I don't read too many anthologies. Certainly, this one will only inspire a moderate amount of enthusiasm for me to go buy more.
It's published by White Wolf, which also is responsible for highly successful and intricately detailed RPGs such as Vampire: The Masquerade and Werewolf: The Apocalypse. (One of the weaker stories in the collection is by Steward von Allmen, who appears to be a key White Wolf founder.) I believe I picked this book up at GenCon; it's now out of print.
The anthology starts off very unpromisingly, with an embarrassing little number from beloved sci-fi/fantasy/horror fan Forrest J. Ackerman. This is the lowest point of the book, but luckily it rebounds from there. Ben Bova offers a story that has a perfect "Twilight Zone" twist, and Michael Moorcock tosses in an excursion to his Eternal Champion milieu in a tale that has a bit of an "English Patient" flavor to it. Ian McDonald in "The Time Garden" gives us an enchanting and lyrical exploration along the border of Faerie in a story that is reminiscent of the works of Robert Holdstock. (I believe, in fact, this may be why the basic Amazon review shown above claims that Holdstock is a contributor to the anthology, when in fact he is not.)
Jeremy Dyson's "City Deep" is another macabre tale with a dark cinematic flair such as would be found in one of the TV anthology shows. Two other stories are almost poetically elegant yet starkly simple: Charles de Lint's "Heartfires", about wandering Native American spirits losing their way in the present-day U.S., and Stephen Gallagher's "God's Bright Little Engine", with its beautiful and haunting ending.
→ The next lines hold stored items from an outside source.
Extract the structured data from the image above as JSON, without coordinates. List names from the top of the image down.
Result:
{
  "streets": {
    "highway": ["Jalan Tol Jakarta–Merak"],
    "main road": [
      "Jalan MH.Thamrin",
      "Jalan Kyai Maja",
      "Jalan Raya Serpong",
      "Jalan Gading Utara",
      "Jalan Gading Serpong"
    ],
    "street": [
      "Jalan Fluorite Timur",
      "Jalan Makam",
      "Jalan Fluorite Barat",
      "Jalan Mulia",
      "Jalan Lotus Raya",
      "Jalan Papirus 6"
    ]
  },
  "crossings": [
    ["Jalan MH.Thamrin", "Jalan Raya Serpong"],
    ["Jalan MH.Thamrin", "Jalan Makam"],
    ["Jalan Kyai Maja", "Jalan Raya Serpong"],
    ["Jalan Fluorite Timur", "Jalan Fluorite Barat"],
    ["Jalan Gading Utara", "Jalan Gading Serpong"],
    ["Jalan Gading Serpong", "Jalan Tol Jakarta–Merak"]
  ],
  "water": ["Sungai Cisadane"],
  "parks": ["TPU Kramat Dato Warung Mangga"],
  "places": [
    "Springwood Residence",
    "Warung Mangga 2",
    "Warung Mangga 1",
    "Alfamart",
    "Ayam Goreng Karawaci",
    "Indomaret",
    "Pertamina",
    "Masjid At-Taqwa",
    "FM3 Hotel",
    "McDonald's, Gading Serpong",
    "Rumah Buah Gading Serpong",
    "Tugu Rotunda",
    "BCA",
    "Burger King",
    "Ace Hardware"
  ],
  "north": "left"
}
The story provided by Storm Constantine, "Blue Flame of a Candle", while not entirely successful, is nonetheless packed with intricate detail and manages to create a rich history with merely a few suggestions.
Other stories are much less powerful. The joint effort by Kathe Koja and Barry Malzberg is frankly unreadable, while that of Larry Bond and Chris Carlson is at best workmanlike and much more suited for a military-themed collection. Other stories are plain silly or sadly bland. The one by William F. Buckley (!) can only be considered an interesting experiment. Ian Watson's "The Amber Room" never comes together, and Christopher Fowler's "Tales of Britannica Castle" reads like a pointless pastiche of "Gormenghast".
While there is indeed good material to be found here, the lesser works really drag down the overall level of quality. A few of them should just have been jettisoned to save the rest.
Still, this is a suitable sampler for some authors who are rarely seen, and it definitely shows that some, such as Gallagher and McDonald, are worth following.